The 2019 Revised IRR defines "heinous crimes" as follows:


"Heinous Crimes" - crimes which are grievous, odious and hateful to the senses and which, by reason of their inherent and or manifest wickedness, viciousness, atrocity and perversity are repugnant and outrageous to the common standards and norms of decency and morality in a just, civilized and ordered society, including crimes which are mandatorily punishable by Death under the provisions of RA No. 7659, as amended, otherwise known as the Death Penalty Law, and those crimes specifically declared as such by the Supreme Court[.]


While the definition did not expressly enumerate crimes which are considered heinous, it made reference to "crimes which are mandatorily punishable by Death under the provisions of RA 7659, as amended x x x."


Section 6 of RA 7659,15 otherwise known as the Death Penalty Law, states:


Section 6. Article 248 of the same Code is hereby amended to read as follows:


Art. 248. Murder. - Any person who, not falling within the provisions of Article 246 shall kill another, shall be guilty of murder and shall be punished by reclusion perpetua, to death if committed with any of the following attendant circumstances:


1. With treachery, taking advantage of superior strength, with the aid of armed men, or employing means to weaken the defense or of means or persons to insure or afford impunity.


2. In consideration of a price, reward or promise.


3. By means of inundation, fire, poison, explosion, shipwreck, stranding of a vessel, deraihnent or assault upon a railroad, fall of an airship, or by means of motor vehicles, or with the use of any other means involving great waste and ruin.

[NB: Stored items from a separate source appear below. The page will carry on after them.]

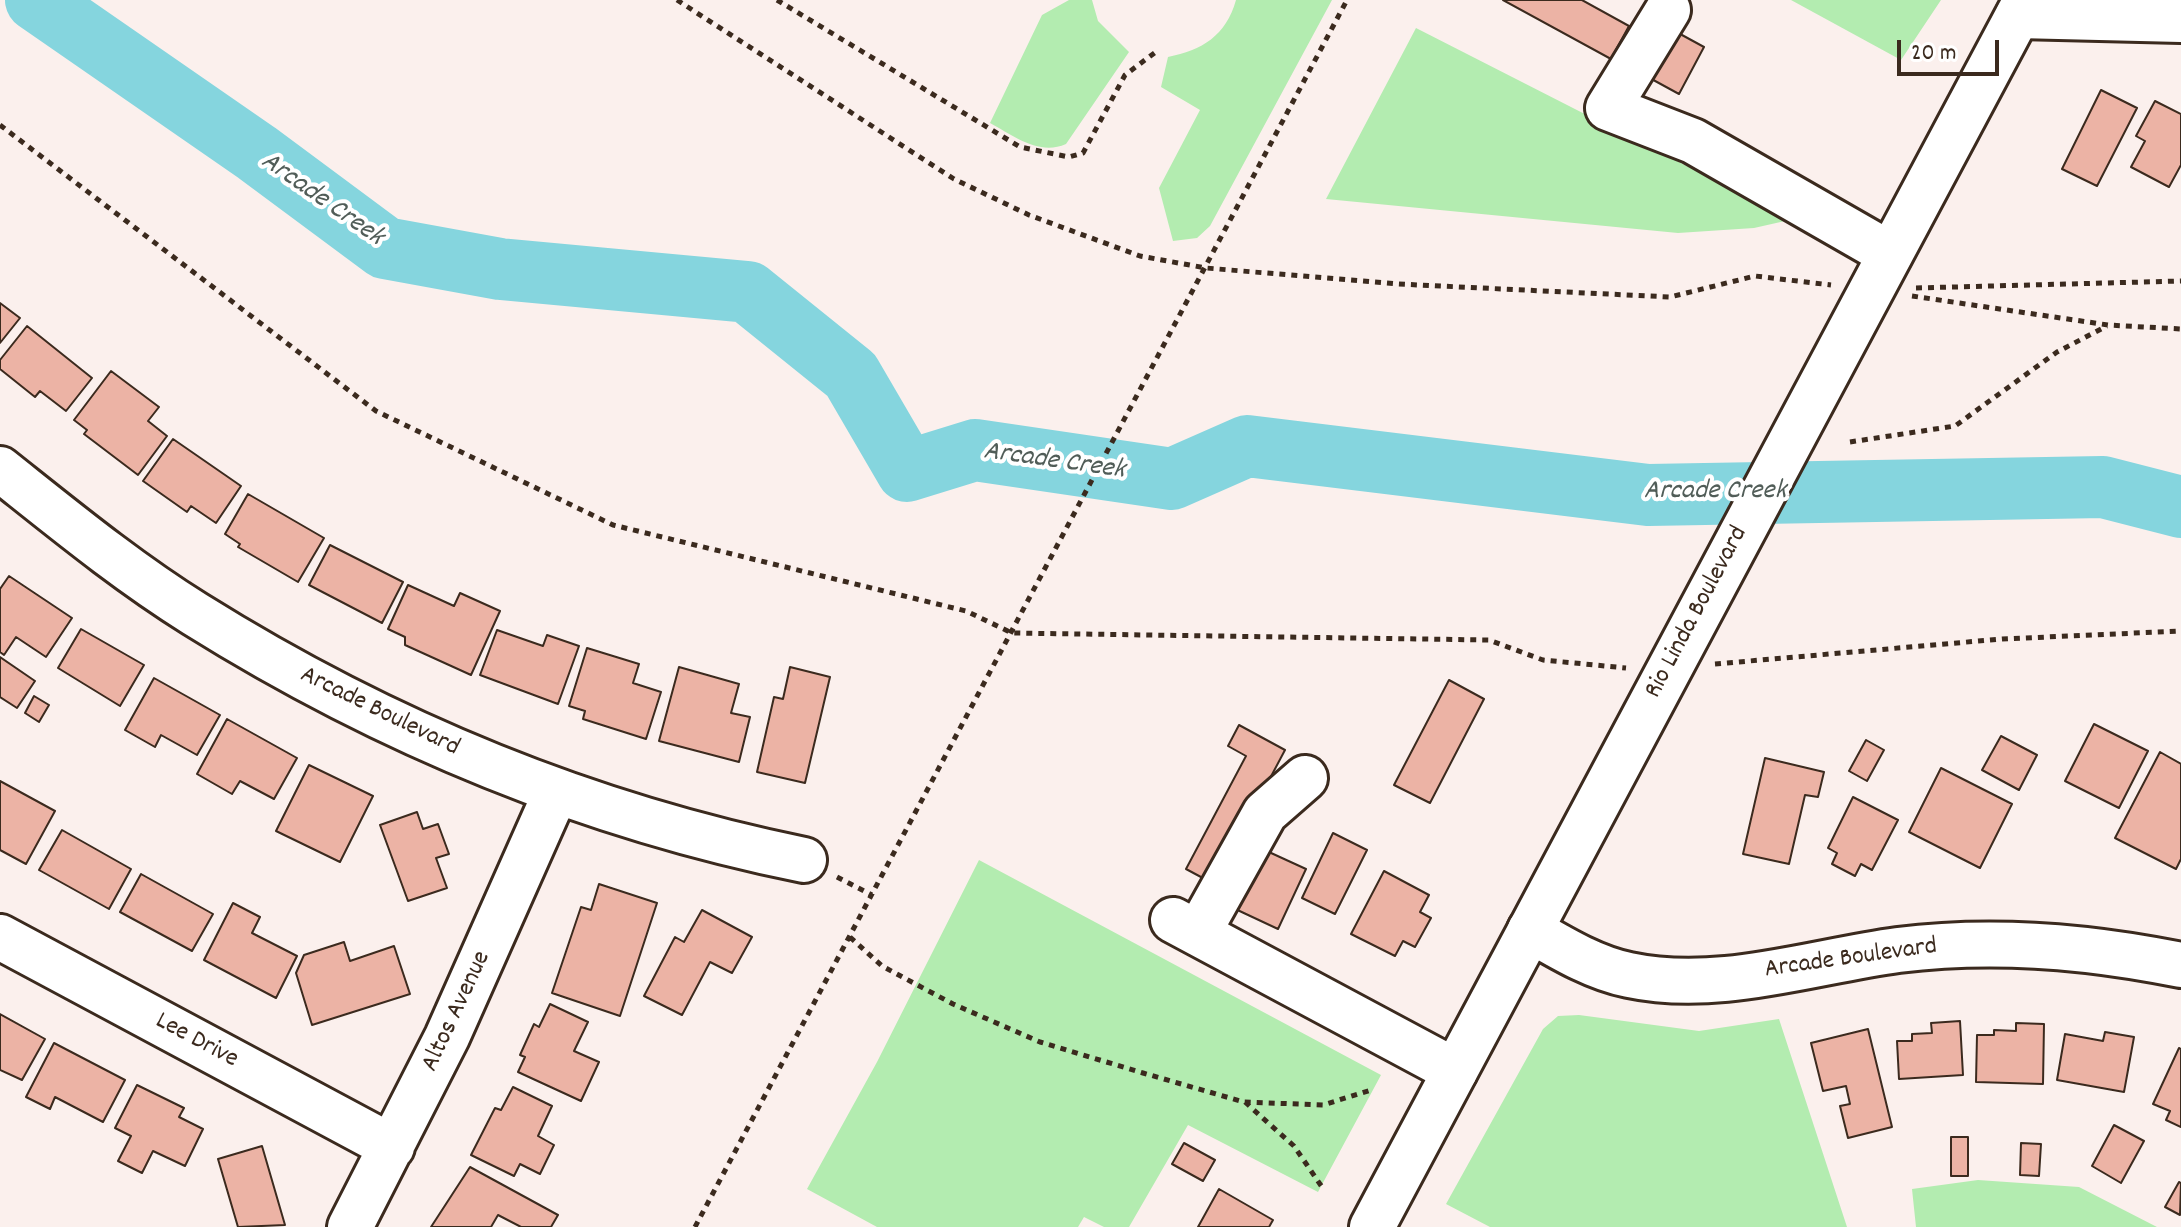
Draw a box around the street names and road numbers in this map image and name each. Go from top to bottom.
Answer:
street label: Rio Linda Boulevard [1640,522,1756,704]
street label: Arcade Boulevard [294,661,464,765]
street label: Arcade Boulevard [1763,932,1939,988]
street label: Altos Avenue [416,947,500,1077]
street label: Lee Drive [149,1007,243,1077]

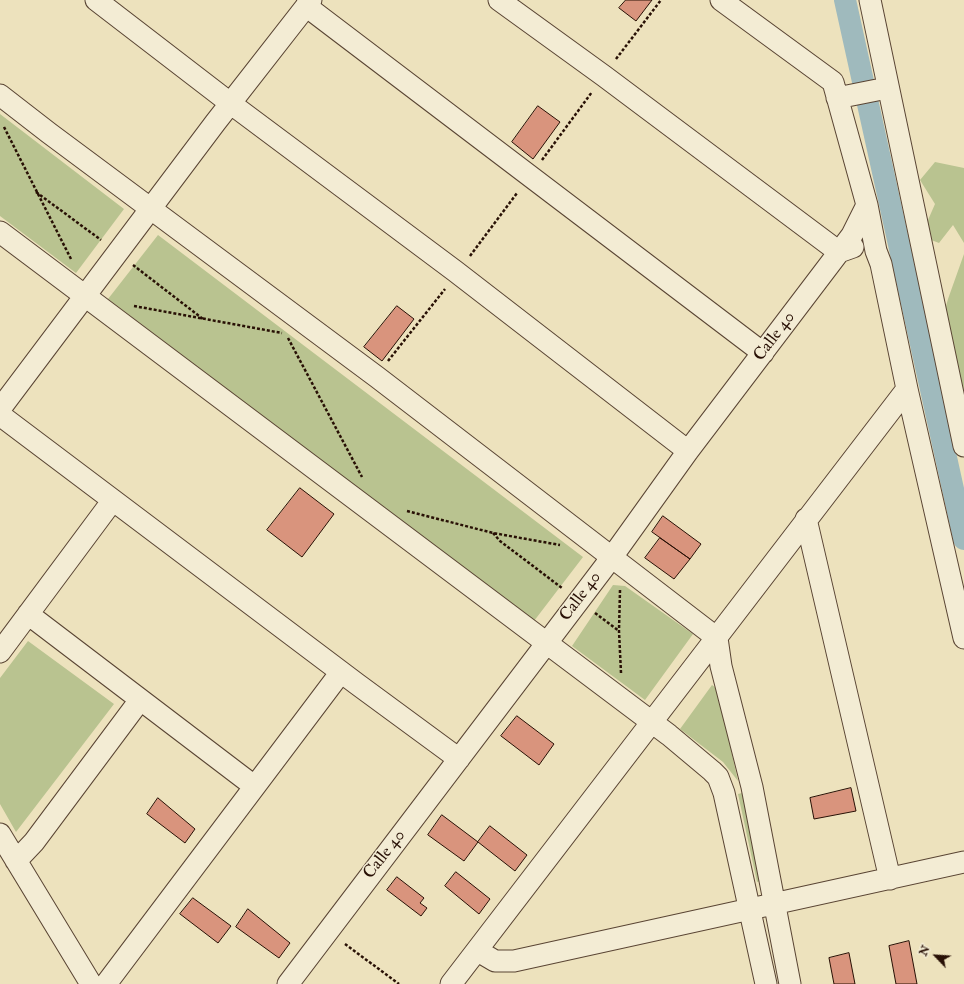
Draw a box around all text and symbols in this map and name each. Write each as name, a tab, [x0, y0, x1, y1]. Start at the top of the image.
street label: Calle 40	[750, 308, 800, 366]
street label: Calle 40	[556, 568, 606, 626]
street label: Calle 40	[360, 826, 410, 884]
north arrow	[916, 936, 956, 976]
text: N	[917, 944, 933, 958]

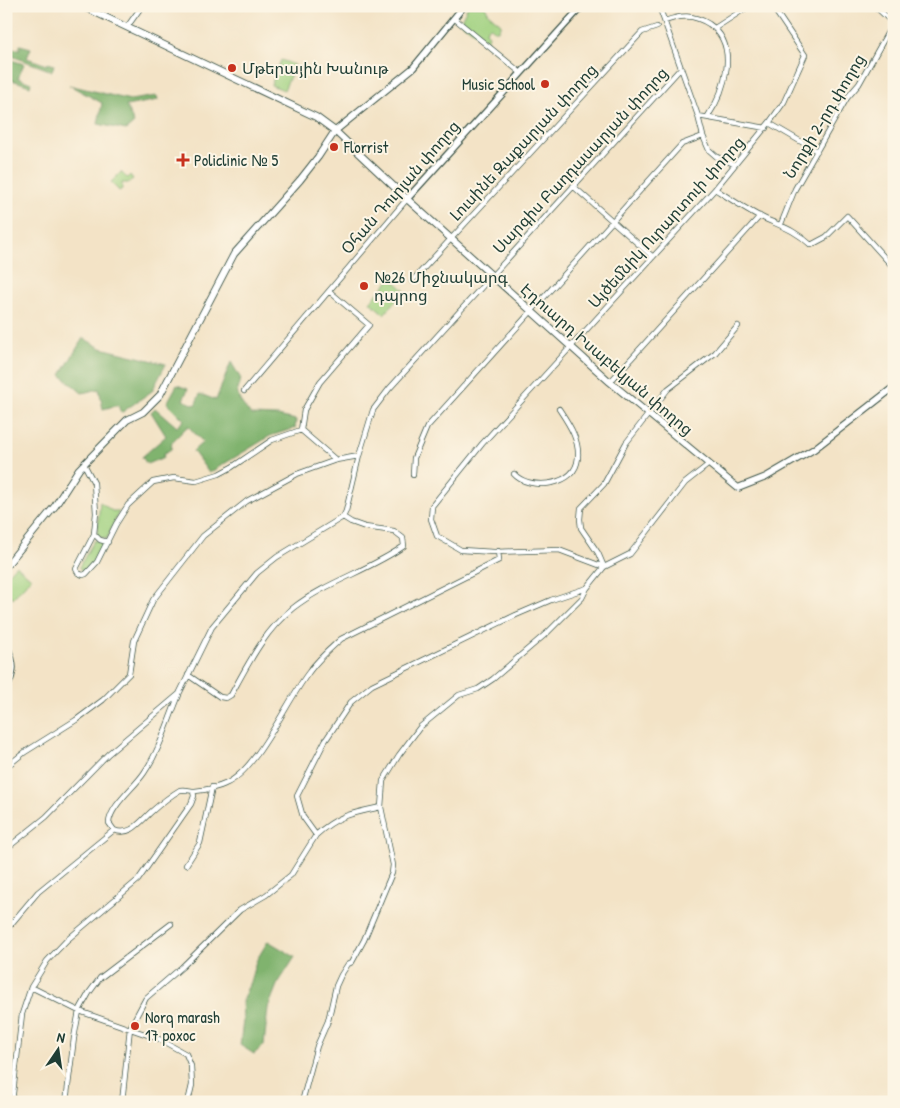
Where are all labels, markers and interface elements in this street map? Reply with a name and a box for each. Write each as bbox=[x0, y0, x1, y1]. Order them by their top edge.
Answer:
street label: Նորքի 2-րդ փողոց bbox=[778, 49, 870, 183]
place label: Մթերային Խանութ bbox=[242, 57, 389, 79]
street label: Լուսինե Զաքարյան փողոց bbox=[444, 59, 602, 225]
marker: Մթերային Խանութ bbox=[226, 62, 238, 74]
street label: Սարգիս Բաղդասարյան փողոց bbox=[487, 62, 673, 258]
place label: Music School bbox=[462, 73, 536, 95]
marker: Music School bbox=[539, 78, 551, 90]
street label: Օհան Դուրյան փողոց bbox=[336, 115, 464, 259]
street label: Այծեմնիկ Ուրարտուի փողոց bbox=[583, 131, 749, 313]
place label: Florrist bbox=[343, 136, 389, 158]
marker: Florrist bbox=[328, 141, 340, 153]
place label: Policlinic № 5 bbox=[194, 149, 279, 171]
marker: Policlinic № 5 bbox=[176, 153, 190, 167]
place label: №26 Միջնակարգ դպրոց bbox=[374, 266, 509, 306]
street label: Էդուարդ Իսաբեկյան փողոց bbox=[516, 278, 698, 440]
marker: №26 Միջնակարգ դպրոց bbox=[358, 280, 370, 292]
place label: Norq marash 17 poxoc bbox=[145, 1006, 220, 1046]
marker: Norq marash 17 poxoc bbox=[129, 1020, 141, 1032]
north arrow bbox=[32, 1026, 82, 1076]
text: N bbox=[55, 1027, 67, 1047]

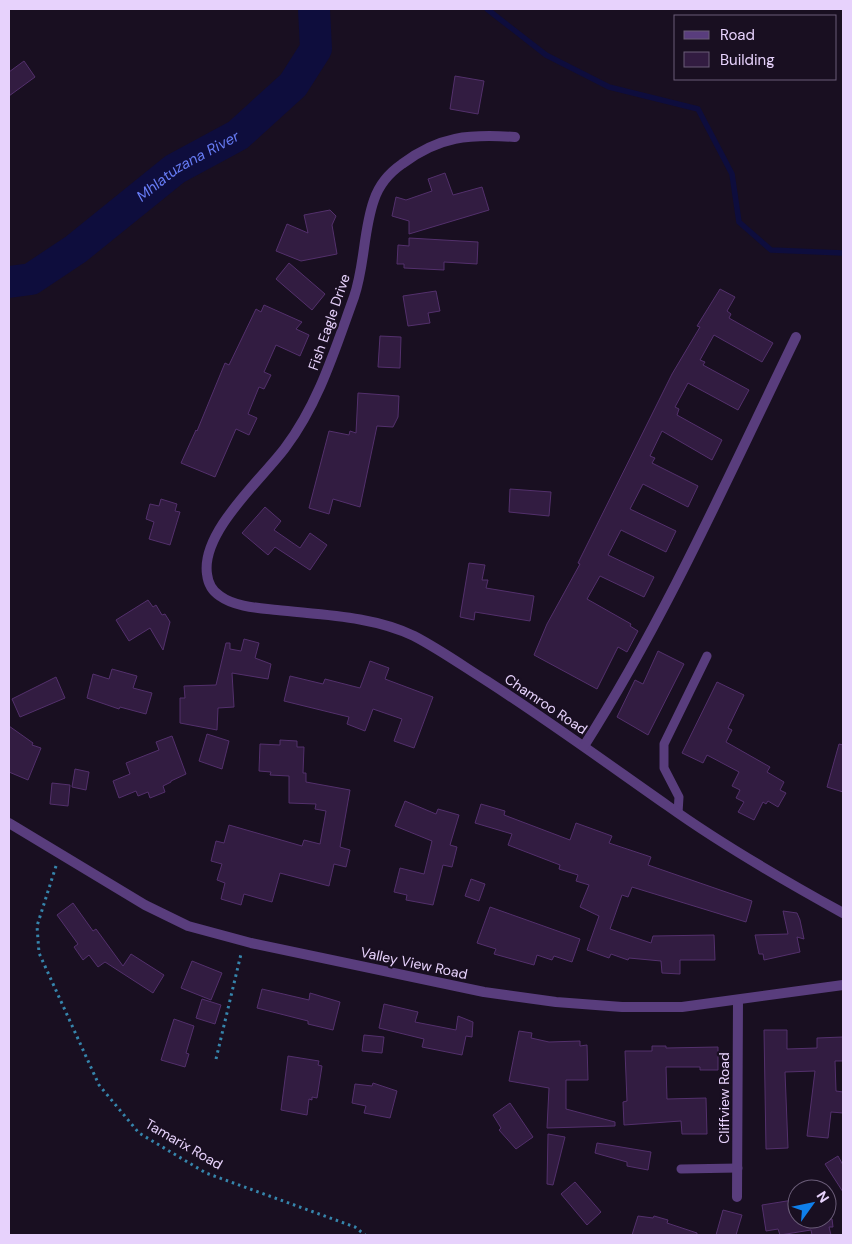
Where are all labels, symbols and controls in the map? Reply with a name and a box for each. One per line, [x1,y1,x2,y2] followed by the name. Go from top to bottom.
[674,15,837,80] legend
[720,25,755,45] text: Road
[720,50,775,70] text: Building
[132,126,243,206] water label: Mhlatuzana River
[304,271,354,373] street label: Fish Eagle Drive
[501,670,591,738] street label: Chamroo Road
[359,943,469,983] street label: Valley View Road
[715,1052,733,1144] street label: Cliffview Road
[142,1115,226,1173] street label: Tamarix Road
[787,1179,837,1229] north arrow
[813,1188,833,1206] text: N

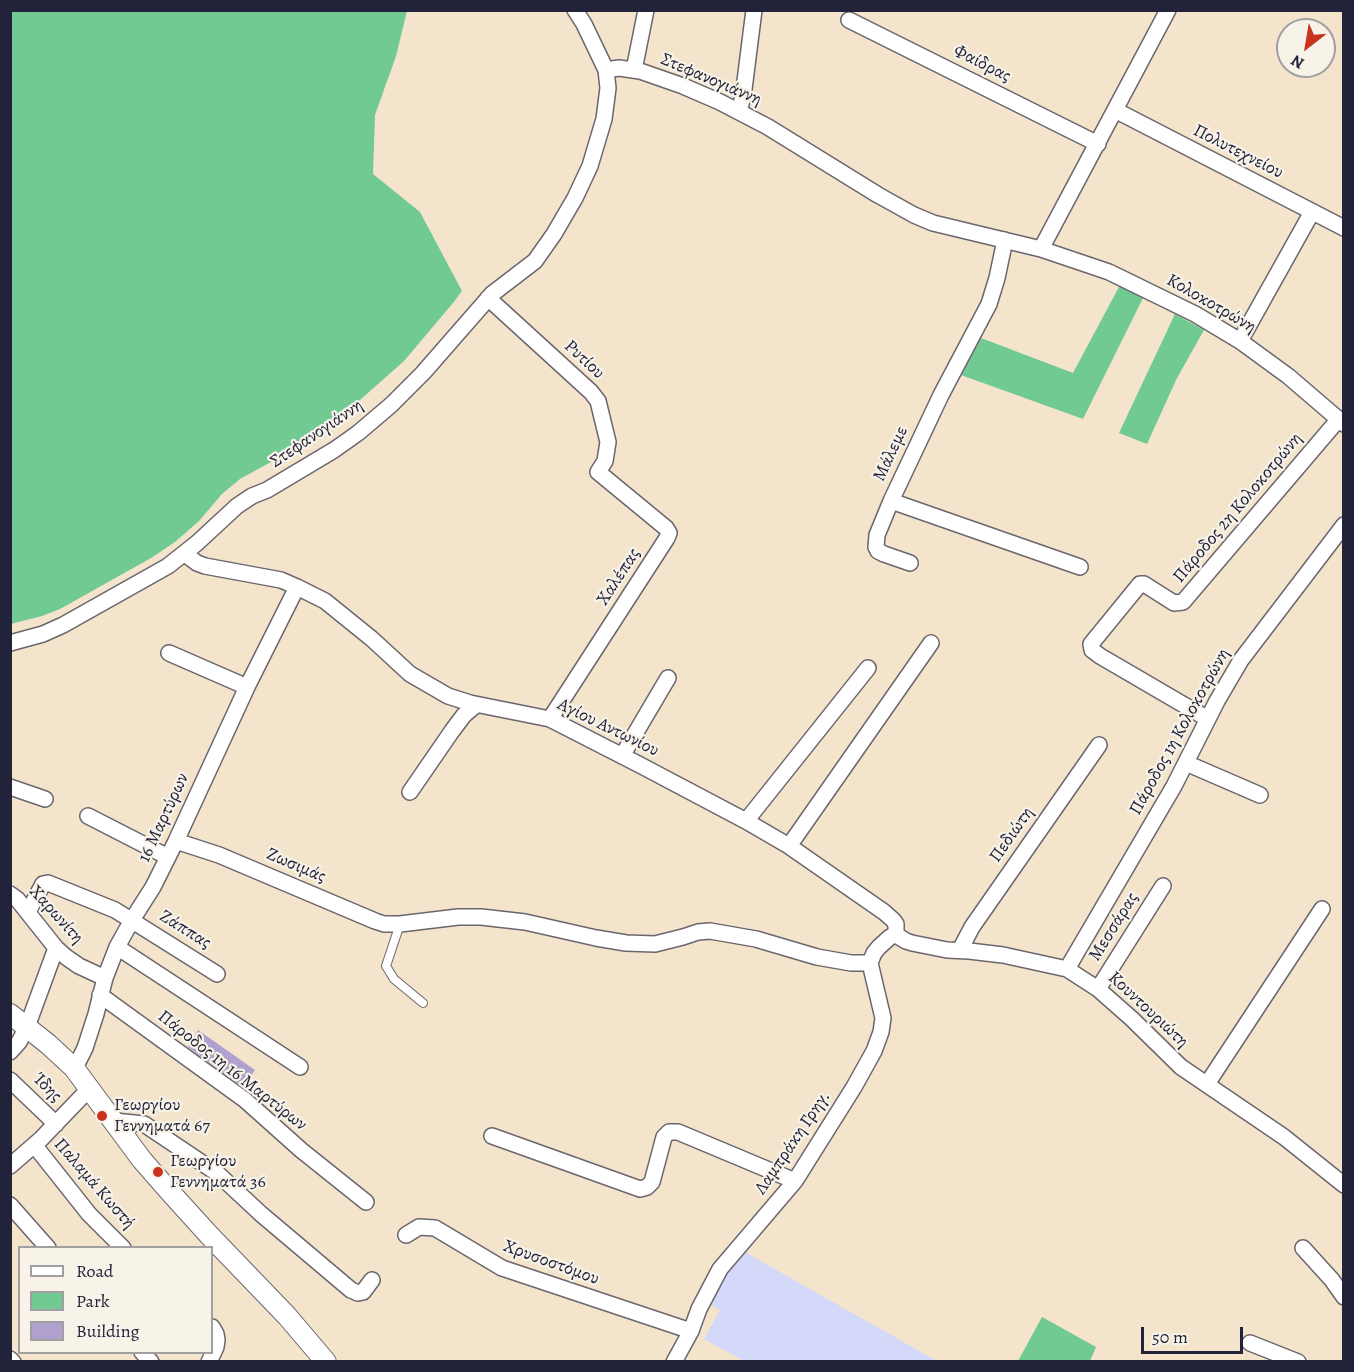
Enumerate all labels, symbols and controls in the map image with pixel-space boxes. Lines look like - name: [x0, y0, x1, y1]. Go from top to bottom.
- north arrow: [1276, 18, 1336, 78]
- street label: Φαίδρας: [950, 40, 1014, 88]
- street label: Στεφανογιάννη: [657, 49, 765, 111]
- text: N: [1287, 49, 1308, 74]
- street label: Πολυτεχνείου: [1189, 120, 1287, 184]
- street label: Κολοκοτρώνη: [1162, 270, 1260, 338]
- street label: Ρυτίου: [559, 336, 609, 384]
- street label: Στεφανογιάννη: [266, 395, 368, 473]
- street label: Μάλεμε: [869, 423, 913, 485]
- street label: Πάροδος 2η Κολοκοτρώνη: [1169, 429, 1307, 587]
- street label: Χαλέπας: [593, 544, 645, 610]
- street label: Πάροδος 1η Κολοκοτρώνη: [1125, 645, 1235, 819]
- street label: Αγίου Αντωνίου: [554, 694, 662, 762]
- street label: 16 Μαρτύρων: [134, 770, 194, 866]
- street label: Πεδιώτη: [985, 803, 1039, 867]
- street label: Ζωσιμάς: [263, 844, 329, 888]
- street label: Χαρωνίτη: [24, 881, 88, 949]
- street label: Μεσσάρας: [1084, 889, 1144, 965]
- street label: Ζάππας: [155, 906, 215, 954]
- street label: Κουντουριώτη: [1103, 967, 1193, 1053]
- street label: Πάροδος 1η 16 Μαρτύρων: [153, 1006, 311, 1136]
- street label: Ίδης: [28, 1069, 66, 1107]
- street label: Λαμπράκη Γρηγ.: [750, 1087, 836, 1199]
- place label: Γεωργίου Γεννηματά 67: [114, 1095, 210, 1138]
- marker: Γεωργίου Γεννηματά 67: [95, 1109, 109, 1123]
- street label: Παλαμά Κωστή: [49, 1134, 139, 1234]
- place label: Γεωργίου Γεννηματά 36: [170, 1151, 266, 1194]
- marker: Γεωργίου Γεννηματά 36: [151, 1165, 165, 1179]
- street label: Χρυσοστόμου: [500, 1236, 602, 1290]
- legend: [18, 1246, 213, 1354]
- text: Road: [76, 1259, 113, 1283]
- text: Park: [76, 1289, 110, 1313]
- scale bar: [1144, 1315, 1246, 1353]
- text: Building: [76, 1319, 140, 1343]
- text: 50 m: [1152, 1325, 1188, 1349]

4. On occasion of any of the calamities enumerated in the preceding paragraph, or of an earthquake, eruption of a volcano, destructive cyclone, epidemic or other public calamity.


5. With evident premeditation.


6. With cruelty, by deliberately and inhumanly augmenting the suffering of the victim, or outraging or scoffing at his person or corpse."

From the discussion above, it is evident that the crime of Murder is one that is mandatorily punishable by death, in accordance with the Death Penalty Law. Being a such, it falls within the definition of "heinous crimes" in the 2019 Revised IRR and is therefore considered as a heinous crime.


In sum, Murder is considered a heinous crime in so far as the GCTA Law is concerned, and persons charged with and/or convicted of such are disqualified from availing of the benefits of the law.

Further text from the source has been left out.